The answer is: $(x,y) = (0,0)$ or $(k^{k-1},k^k)$, where $k \in \mathbb{N}$.
Let $(x,y)$ be a rational nonzero solution. Consider a substitution $t = \frac{y}{x}$.
Then $x^{tx}(tx)^x = (tx)^{tx}$ or $x = t^{t-1}$. If $t-1 = k$ then $x = (k+1)^k$. Let us show, that $k$ is a natural number.
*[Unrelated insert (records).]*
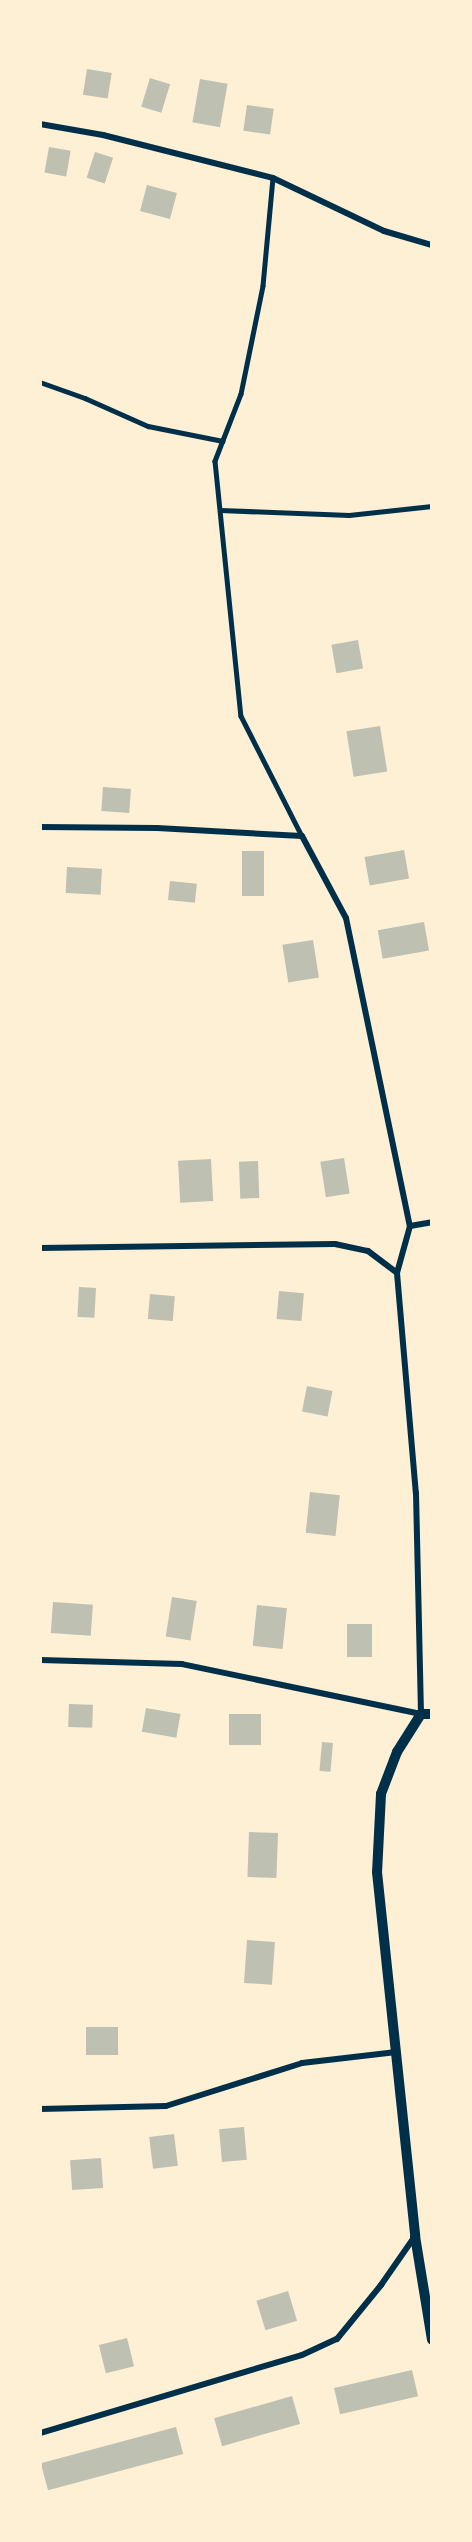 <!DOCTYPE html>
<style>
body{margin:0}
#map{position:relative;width:472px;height:2542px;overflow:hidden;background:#fdf0d5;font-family:"Alegreya Sans",sans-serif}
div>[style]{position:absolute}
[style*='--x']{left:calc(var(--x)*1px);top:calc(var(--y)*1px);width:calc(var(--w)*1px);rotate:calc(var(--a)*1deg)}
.building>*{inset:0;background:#bec0b2;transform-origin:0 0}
.service>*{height:4.5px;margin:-2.25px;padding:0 2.25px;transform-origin:2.25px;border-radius:2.25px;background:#003049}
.minor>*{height:6px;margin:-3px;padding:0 3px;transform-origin:3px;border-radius:3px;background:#003049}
.tertiary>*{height:10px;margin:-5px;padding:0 5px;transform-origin:5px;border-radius:5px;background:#003049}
span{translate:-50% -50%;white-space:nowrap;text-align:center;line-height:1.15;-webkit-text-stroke:4.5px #fdf0d5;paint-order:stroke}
.frame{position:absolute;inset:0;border:42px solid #fdf0d5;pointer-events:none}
</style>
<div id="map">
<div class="building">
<div style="left:87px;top:69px;width:25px;height:26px;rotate:9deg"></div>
<div style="left:150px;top:78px;width:21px;height:30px;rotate:17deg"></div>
<div style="left:200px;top:79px;width:28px;height:44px;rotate:10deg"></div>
<div style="left:247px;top:105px;width:27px;height:26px;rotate:8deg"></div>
<div style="left:49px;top:147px;width:22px;height:26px;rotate:10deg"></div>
<div style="left:95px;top:152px;width:19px;height:27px;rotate:18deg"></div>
<div style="left:147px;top:185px;width:31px;height:27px;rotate:15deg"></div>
<div style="left:358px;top:640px;width:29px;height:27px;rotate:80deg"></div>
<div style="left:380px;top:726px;width:46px;height:34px;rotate:81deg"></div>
<div style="left:103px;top:787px;width:28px;height:24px;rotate:4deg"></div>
<div style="left:404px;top:850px;width:29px;height:40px;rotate:80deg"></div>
<div style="left:242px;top:851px;width:22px;height:45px"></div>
<div style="left:67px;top:867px;width:35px;height:26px;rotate:3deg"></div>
<div style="left:170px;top:881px;width:27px;height:19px;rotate:6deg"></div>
<div style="left:424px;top:922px;width:29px;height:47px;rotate:80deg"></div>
<div style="left:313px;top:940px;width:38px;height:31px;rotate:81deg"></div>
<div style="left:344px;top:1158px;width:36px;height:24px;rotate:81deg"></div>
<div style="left:211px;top:1159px;width:42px;height:33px;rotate:87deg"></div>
<div style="left:258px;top:1161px;width:37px;height:19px;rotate:88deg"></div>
<div style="left:79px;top:1287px;width:17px;height:30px;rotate:3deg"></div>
<div style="left:279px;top:1291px;width:25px;height:28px;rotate:5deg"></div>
<div style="left:150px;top:1294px;width:25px;height:25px;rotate:5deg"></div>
<div style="left:307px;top:1386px;width:26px;height:26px;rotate:11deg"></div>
<div style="left:310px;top:1492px;width:30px;height:41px;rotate:6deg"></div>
<div style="left:172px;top:1597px;width:25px;height:40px;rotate:9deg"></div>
<div style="left:53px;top:1602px;width:40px;height:31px;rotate:4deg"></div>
<div style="left:257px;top:1605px;width:30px;height:41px;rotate:6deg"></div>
<div style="left:347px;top:1624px;width:25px;height:33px"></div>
<div style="left:69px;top:1704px;width:24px;height:23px;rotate:2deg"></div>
<div style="left:146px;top:1708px;width:35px;height:24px;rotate:10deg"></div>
<div style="left:229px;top:1714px;width:32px;height:31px"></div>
<div style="left:322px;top:1742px;width:11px;height:29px;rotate:5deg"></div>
<div style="left:249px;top:1832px;width:29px;height:45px;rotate:2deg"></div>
<div style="left:247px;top:1940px;width:28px;height:43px;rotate:4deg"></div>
<div style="left:86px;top:2027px;width:32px;height:28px"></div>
<div style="left:244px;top:2127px;width:33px;height:25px;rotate:85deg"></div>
<div style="left:174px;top:2134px;width:32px;height:25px;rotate:83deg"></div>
<div style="left:101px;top:2158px;width:30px;height:31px;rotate:86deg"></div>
<div style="left:288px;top:2291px;width:31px;height:33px;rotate:73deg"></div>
<div style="left:127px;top:2338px;width:29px;height:29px;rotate:76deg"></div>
<div style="left:412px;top:2370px;width:27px;height:80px;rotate:77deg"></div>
<div style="left:292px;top:2396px;width:29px;height:81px;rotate:74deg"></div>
<div style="left:176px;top:2427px;width:28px;height:140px;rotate:75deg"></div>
</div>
<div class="service">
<div style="--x:273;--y:178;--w:108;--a:95.3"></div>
<div style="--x:263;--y:286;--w:110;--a:101.5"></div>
<div style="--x:241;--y:394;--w:72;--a:111.2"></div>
<div style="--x:215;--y:461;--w:256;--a:84.2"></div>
<div style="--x:241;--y:716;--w:135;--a:63.1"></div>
<div style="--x:40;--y:382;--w:48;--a:19.6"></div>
<div style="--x:85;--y:398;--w:69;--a:24"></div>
<div style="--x:148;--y:426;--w:76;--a:11.3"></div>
<div style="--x:220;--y:510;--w:129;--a:2.2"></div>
<div style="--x:349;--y:515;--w:83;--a:-6.2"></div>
</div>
<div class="minor">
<div style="--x:40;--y:124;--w:64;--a:9.9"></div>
<div style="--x:103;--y:135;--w:175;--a:14.2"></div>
<div style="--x:273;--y:178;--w:123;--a:25.5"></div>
<div style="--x:384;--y:231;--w:50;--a:16.3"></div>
<div style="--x:40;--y:827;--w:117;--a:0.5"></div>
<div style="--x:157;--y:828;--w:145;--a:3.2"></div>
<div style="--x:302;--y:836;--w:93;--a:61.8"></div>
<div style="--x:346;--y:918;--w:315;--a:78.3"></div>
<div style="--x:410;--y:1226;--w:49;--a:105.5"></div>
<div style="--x:397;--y:1273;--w:221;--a:85.1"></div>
<div style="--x:416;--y:1493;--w:221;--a:88.7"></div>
<div style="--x:421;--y:1714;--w:244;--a:-168.2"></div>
<div style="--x:182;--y:1664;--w:142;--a:-178.4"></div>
<div style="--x:410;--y:1226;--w:22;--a:-10"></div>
<div style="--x:40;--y:1248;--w:295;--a:-0.8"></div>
<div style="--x:335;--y:1244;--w:34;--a:12"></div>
<div style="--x:368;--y:1251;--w:36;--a:37"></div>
<div style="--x:40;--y:2109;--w:126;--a:-1.4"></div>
<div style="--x:166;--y:2106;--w:143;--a:-17.5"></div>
<div style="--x:302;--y:2063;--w:95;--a:-6.7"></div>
<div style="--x:40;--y:2433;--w:273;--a:-16.6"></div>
<div style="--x:302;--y:2355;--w:38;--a:-25"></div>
<div style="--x:337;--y:2339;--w:70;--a:-50.8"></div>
<div style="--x:381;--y:2285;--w:60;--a:-55.2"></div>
</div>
<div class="tertiary">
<div style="--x:432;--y:1714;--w:11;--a:180"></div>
<div style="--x:421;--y:1714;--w:45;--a:122.3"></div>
<div style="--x:397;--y:1752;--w:45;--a:110.9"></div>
<div style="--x:381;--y:1794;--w:78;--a:92.9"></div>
<div style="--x:377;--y:1872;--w:366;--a:84"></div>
<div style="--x:415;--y:2236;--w:105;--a:80.7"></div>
</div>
<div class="frame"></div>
</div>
Take $x=\frac{m}{n}$ and $k = \frac{p}{q}$ where both fractions are irreducible:
$gcd(m,n) = 1$ and $gcd(p,q) = 1$. Then our equation becomes:
$$m^qq^p = n^q(p+q)^p$$
Since $m$ and $n$ are coprimes, $n^q|q^p$ and since $p$ and $q$ are coprimes, $gcd((p+q)^p,q^p) = (gcd(p+q,q))^p = gcd(p,q)^p = 1$. Therefore, $q^p|n^q$, and as a result $q^p = n^q$. Suppose, that $q > 1$. Then in the prime decomposition of $q^p$ each factor has a power divisible by both $p$ and $q$, and hence divisible by $pq$. Therefore, in the prime decomposition of $q$ each factor has a power divisible by $q$. But this is a contradiction, since $q < 2^q$. Thus, $q = 1$ and $x = k^{k-1}$ and $y = k^k$. Straightforward check shows, that $(0,0)$ and $(k^{k-1},k^k)$ are solutions. Done.